But, Chinese officials? Have you seen how close Chicago and Milwaukee are? He's not far from a very large population of Chinese immigrants. But I wish Harris would have used the pick for someone else.


----------



## BigMac

http://blogs.jsonline.com/nbadraft/archive/2007/06/28/yi-claims-he-s-happy-to-be-a-buck.aspx


----------



## woodsboy

If Yi stays with the Bucks, the lineup will look like this: 

PG: Mo Williams
SG: Redd
SF: CharlieV
PF: Yi
C: Bogut

Charlie proved in Toronto that he could play the 3, because he often played it with Bosh at the 4. He can shoot 3's, post up smaller SF's, rebound from that spot, and if you've got a pair of 7 footers underneath, it's okay if his guy beats him off the dribble from time to time. 

However, if he can's play, they'll run Charlie or Yi as the primary backup in the frontcourt (I'd imagine it's Yi for a while) with Patterson or Simmons at the 3. 

If they can work with Charlie at the 3, you're looking at a frontcourt of 6'11", 7', and 7'. 

I'm hoping the Bucks manage to get rid of Yi before camp. I think Yi is going to be a bust. He's got some nice things going for him, but he seems overrated. I'm worried the Bucks took the guy that everyone else was pretending they wanted.


----------



## yaontmac

Yi didn't smile shouldn't be taken to mean he was disappointed. He's 19 in a foreign country and probably didn't know where Milwaukee was anyways. Ask any American on the street where Milwaukee is, you think they know? I think if Yi cares about himself professionally as a player, he should stay in Milwaukee. The last thing he needs is thousands of Chinese fans mobbing him everywhere he goes. Yao hated it when that happened. It is a huge distraction. In Milwaukee, Yi can concentrate on bball 100%.


----------



## King Sancho Fantastic

Yi should ger traded to the Lakers. He would be reunites Sun Yue, and he could play the 4 to Odoms 3. :biggrin:


----------



## Free Arsenal

Hey, here's some encouragement about Yi not looking happy...
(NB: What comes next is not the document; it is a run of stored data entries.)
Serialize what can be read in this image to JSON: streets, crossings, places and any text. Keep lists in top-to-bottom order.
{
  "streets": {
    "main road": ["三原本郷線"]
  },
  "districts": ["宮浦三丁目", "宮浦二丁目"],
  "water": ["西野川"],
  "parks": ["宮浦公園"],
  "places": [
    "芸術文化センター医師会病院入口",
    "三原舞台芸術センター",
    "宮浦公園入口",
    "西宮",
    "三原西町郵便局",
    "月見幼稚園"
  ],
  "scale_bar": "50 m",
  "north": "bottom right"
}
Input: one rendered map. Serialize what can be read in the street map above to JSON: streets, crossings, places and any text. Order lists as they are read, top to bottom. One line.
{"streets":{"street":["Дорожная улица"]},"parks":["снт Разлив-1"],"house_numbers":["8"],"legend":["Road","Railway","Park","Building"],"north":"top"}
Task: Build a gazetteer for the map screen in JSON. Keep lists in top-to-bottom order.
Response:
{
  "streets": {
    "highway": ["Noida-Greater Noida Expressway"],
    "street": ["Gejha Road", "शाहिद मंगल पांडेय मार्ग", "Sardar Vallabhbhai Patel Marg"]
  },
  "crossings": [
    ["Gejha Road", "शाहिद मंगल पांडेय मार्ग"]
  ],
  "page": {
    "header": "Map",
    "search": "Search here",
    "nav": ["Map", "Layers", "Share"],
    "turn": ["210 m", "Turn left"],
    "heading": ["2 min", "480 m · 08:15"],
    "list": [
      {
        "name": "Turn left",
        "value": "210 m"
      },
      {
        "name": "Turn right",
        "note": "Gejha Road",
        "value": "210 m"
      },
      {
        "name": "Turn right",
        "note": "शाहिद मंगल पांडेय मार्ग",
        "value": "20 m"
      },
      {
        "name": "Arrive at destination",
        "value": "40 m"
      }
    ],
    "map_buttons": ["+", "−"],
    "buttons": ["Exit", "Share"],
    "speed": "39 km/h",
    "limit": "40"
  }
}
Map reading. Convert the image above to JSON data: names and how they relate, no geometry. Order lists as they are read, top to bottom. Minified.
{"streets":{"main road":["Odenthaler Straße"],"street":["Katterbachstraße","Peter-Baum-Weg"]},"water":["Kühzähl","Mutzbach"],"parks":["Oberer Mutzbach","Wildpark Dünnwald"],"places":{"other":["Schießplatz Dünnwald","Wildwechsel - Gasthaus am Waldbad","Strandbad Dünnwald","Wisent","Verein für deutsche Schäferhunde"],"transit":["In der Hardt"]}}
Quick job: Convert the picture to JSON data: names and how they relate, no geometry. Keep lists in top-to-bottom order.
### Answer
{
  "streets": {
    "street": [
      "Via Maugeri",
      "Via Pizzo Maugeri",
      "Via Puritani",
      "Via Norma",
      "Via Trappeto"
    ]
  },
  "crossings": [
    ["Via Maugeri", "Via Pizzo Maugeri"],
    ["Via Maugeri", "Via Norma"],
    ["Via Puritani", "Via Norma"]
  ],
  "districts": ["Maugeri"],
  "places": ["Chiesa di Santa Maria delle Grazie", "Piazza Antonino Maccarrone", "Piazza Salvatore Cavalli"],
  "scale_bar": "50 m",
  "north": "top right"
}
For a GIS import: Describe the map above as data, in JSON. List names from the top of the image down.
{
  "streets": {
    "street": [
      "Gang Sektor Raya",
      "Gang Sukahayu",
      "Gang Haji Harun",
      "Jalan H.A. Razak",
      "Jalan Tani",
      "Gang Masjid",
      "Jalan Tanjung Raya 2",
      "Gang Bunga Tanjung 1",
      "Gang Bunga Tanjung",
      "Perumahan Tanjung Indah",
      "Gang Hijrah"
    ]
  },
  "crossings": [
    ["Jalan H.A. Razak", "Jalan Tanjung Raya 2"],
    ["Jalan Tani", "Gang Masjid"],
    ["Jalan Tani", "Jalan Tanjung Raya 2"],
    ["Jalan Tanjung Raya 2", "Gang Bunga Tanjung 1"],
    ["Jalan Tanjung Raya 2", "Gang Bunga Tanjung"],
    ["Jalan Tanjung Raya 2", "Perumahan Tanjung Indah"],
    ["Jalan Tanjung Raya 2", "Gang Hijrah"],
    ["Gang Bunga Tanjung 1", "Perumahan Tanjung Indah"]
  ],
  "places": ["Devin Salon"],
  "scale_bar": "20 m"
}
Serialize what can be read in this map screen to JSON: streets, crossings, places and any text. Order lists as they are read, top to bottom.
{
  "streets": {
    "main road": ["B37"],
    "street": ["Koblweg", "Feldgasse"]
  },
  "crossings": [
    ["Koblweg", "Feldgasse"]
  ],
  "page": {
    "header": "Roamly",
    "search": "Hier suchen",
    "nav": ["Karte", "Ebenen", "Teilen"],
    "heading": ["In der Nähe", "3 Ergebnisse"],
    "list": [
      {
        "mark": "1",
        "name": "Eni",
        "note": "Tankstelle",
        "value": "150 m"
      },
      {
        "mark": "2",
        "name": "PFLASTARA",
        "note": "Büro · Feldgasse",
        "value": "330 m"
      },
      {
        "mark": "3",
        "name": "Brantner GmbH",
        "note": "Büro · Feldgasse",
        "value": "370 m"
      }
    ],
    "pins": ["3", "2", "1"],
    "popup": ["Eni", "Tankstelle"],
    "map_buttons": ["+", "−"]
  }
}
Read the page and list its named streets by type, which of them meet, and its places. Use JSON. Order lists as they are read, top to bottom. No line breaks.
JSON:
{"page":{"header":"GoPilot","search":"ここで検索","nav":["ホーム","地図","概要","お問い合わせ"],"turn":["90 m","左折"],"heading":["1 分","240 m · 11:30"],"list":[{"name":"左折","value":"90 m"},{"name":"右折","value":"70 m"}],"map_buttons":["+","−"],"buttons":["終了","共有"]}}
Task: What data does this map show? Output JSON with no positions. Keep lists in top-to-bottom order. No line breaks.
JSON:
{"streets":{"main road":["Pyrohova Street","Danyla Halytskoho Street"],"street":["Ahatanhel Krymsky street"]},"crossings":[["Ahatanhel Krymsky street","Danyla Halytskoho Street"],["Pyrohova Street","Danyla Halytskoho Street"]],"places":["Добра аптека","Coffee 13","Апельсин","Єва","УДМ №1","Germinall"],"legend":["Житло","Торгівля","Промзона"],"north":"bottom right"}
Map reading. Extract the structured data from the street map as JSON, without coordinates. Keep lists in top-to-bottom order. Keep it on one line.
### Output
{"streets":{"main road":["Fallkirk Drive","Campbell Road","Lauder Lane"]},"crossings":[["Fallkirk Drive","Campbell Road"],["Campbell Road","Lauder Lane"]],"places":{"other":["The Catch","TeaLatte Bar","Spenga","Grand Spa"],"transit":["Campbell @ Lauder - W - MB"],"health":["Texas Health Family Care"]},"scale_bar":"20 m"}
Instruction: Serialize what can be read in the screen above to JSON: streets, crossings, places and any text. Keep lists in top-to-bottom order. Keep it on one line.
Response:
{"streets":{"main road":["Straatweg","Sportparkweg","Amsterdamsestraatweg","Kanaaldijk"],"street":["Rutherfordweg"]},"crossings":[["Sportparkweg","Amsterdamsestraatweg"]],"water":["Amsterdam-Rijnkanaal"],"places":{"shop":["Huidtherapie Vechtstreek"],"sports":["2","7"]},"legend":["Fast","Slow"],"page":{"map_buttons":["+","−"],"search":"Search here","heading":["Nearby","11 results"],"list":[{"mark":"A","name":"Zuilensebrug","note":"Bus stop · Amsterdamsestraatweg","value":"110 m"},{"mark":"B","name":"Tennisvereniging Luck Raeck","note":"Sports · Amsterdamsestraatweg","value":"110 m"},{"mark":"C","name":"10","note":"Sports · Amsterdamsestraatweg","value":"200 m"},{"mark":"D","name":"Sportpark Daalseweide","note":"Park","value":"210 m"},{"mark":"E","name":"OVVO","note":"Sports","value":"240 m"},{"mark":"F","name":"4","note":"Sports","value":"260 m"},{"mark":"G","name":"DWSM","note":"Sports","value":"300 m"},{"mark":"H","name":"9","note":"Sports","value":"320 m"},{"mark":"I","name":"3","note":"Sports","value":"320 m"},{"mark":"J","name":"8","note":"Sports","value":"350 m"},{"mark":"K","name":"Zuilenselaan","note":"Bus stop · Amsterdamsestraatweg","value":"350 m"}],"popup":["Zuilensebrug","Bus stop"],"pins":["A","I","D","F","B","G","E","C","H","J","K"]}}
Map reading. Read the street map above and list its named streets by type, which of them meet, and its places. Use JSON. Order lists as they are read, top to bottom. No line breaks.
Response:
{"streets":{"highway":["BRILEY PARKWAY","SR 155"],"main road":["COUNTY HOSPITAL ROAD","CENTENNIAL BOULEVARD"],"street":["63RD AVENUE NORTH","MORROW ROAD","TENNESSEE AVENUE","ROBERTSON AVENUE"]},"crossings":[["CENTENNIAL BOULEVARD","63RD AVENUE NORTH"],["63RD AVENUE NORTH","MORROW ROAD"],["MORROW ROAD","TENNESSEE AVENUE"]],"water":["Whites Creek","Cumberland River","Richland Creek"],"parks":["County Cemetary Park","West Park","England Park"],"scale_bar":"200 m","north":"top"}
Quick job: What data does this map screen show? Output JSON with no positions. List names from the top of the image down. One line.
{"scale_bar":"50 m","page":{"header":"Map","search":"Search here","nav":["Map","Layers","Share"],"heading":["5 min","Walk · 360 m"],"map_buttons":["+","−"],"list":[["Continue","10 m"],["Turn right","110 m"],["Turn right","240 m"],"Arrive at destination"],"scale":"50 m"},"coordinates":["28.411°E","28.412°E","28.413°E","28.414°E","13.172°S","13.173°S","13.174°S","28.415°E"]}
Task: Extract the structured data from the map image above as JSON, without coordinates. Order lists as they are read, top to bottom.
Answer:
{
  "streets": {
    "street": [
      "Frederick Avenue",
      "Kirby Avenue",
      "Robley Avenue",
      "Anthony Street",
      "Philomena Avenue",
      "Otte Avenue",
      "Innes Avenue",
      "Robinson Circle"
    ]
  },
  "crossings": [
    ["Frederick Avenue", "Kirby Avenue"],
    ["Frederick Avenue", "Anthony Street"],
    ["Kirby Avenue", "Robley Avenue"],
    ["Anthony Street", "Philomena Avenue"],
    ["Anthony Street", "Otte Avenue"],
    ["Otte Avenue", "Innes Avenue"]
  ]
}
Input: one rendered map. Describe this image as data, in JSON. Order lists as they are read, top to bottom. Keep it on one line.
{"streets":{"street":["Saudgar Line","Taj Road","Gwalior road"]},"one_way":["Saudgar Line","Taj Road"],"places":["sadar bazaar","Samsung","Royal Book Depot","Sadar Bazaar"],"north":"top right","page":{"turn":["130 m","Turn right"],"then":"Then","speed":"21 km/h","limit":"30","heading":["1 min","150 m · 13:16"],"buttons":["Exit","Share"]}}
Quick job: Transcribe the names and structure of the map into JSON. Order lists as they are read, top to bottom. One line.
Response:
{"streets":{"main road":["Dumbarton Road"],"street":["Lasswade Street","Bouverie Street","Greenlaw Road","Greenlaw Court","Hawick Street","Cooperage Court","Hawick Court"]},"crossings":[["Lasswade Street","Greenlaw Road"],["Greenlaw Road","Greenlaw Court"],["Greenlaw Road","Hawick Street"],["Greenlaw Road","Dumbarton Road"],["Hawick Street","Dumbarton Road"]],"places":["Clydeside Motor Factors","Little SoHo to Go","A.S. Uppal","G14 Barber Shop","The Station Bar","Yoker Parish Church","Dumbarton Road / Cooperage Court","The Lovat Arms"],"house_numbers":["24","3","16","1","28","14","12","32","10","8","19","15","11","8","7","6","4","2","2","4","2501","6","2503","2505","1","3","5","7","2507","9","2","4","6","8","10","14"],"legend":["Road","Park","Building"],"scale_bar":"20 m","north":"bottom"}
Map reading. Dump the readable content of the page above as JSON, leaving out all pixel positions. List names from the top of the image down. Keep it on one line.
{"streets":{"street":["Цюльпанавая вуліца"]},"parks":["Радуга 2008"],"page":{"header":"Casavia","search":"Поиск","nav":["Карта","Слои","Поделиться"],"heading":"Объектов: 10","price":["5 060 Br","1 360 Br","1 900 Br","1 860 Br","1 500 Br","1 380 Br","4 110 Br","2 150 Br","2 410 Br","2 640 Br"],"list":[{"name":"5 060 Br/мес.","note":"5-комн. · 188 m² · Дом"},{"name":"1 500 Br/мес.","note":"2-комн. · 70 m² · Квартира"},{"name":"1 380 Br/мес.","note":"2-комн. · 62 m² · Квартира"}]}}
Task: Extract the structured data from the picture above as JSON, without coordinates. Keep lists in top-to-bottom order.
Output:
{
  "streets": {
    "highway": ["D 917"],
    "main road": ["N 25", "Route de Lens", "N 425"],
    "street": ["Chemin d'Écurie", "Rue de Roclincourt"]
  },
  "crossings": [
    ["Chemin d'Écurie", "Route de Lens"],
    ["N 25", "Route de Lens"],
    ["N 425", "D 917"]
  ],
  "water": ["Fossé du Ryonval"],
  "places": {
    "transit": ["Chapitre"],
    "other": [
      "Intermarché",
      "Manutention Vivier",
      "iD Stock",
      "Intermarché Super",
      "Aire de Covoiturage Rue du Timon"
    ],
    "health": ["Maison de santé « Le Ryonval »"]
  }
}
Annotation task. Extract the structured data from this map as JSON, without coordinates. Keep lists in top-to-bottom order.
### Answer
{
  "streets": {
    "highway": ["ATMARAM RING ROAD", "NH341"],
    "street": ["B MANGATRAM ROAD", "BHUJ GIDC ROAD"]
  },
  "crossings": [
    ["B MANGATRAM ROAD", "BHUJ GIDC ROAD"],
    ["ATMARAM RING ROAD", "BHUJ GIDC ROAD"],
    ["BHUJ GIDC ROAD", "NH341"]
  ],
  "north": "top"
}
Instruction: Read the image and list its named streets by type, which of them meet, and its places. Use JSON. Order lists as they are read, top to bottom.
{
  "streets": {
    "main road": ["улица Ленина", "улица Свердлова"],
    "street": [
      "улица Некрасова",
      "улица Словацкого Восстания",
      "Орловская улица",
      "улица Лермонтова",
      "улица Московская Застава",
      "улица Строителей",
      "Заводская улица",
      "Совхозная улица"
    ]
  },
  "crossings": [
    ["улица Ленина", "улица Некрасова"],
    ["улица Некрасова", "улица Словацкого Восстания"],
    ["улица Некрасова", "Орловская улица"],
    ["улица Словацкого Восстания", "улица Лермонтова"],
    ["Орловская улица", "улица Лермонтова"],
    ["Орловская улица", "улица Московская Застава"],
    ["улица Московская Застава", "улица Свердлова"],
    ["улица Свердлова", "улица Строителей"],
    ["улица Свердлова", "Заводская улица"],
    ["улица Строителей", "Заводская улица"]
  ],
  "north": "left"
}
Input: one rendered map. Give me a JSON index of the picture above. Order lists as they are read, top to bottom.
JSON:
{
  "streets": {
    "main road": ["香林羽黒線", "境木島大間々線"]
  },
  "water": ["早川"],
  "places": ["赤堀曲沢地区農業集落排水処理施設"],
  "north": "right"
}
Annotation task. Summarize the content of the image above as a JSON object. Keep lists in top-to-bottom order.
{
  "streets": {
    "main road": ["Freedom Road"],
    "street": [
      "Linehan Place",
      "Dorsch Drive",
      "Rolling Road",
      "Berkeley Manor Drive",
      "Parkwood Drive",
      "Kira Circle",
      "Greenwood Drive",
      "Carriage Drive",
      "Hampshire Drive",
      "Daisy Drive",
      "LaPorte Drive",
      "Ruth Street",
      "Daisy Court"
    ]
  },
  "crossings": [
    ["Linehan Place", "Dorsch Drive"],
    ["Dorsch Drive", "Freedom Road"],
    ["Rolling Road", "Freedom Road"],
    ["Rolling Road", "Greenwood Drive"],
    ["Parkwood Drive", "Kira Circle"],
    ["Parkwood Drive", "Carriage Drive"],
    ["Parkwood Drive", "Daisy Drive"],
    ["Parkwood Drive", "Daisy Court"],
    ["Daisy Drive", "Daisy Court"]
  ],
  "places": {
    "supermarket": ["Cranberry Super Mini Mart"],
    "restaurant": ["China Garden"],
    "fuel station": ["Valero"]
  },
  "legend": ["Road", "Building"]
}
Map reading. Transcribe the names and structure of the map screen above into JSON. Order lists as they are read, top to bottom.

Yi himself may be excited about playing in the NBA, but if those above him, his handlers are unhappy, he may have much unneeded pressure to be the one to pursue a trade or demand one.

I don't think Yi cares where he goes, because the team that drafted him definitely wants him, I just think the reason he didn't look happy was because the people who are supposedly handling his situation are more interested in money than in him playing basketball.


----------



## Mavs Dude

Well right now it doesn't matter what Yi wants, his rights belong to his Chinese team for this year. If they want to they can keep him on their team, though if they do, then he would be able to come over next year which could work because it gives him more time to improve.


----------



## Free Arsenal

I hope the Bucks don't trade him no matter what demands are made, either play in Milwaukee or go back to China.

Heck, if I were the Bucks, I'd go out of my way to keep Yi from playing in the NBA if he doesn't want to play for me. It's just a 4 year rookie contract, and if Yi has to, he can just play in the Chinese Basketball association until his CBA team is up. Also, I highly doubt his agent Fegan can really do anything about it.

Unless Milwaukee was planning on trading him from the start, keep him until he's ready to come play. This might make more young Chinese prospects jump for the draft only when their contract with their CBA team is up. Especially when so many people consider him "China's next big thing."


----------



## BG7

Free Arsenal said:


> I hope the Bucks don't trade him no matter what demands are made, either play in Milwaukee or go back to China.
> 
> Heck, if I were the Bucks, I'd go out of my way to keep Yi from playing in the NBA if he doesn't want to play for me. It's just a 4 year rookie contract, and if Yi has to, he can just play in the Chinese Basketball association until his CBA team is up. Also, I highly doubt his agent Fegan can really do anything about it.
> 
> Unless Milwaukee was planning on trading him from the start, keep him until he's ready to come play. This might make more young Chinese prospects jump for the draft only when their contract with their CBA team is up. Especially when so many people consider him "China's next big thing."


If Yi doesn't want to come over to play in Milwaukee, and the Bucks hold onto his rights (why not?), he will never come to the NBA. If he isn't coming over, he doesn't get signed to that rookie contract until he comes over. 

Anyhow, its about a 75 minute drive (at most) from Milwaukee to Chicago, about 12 minutes on a plane. If he wants to be with Asians, he doesn't have to spend too much time to get there.


----------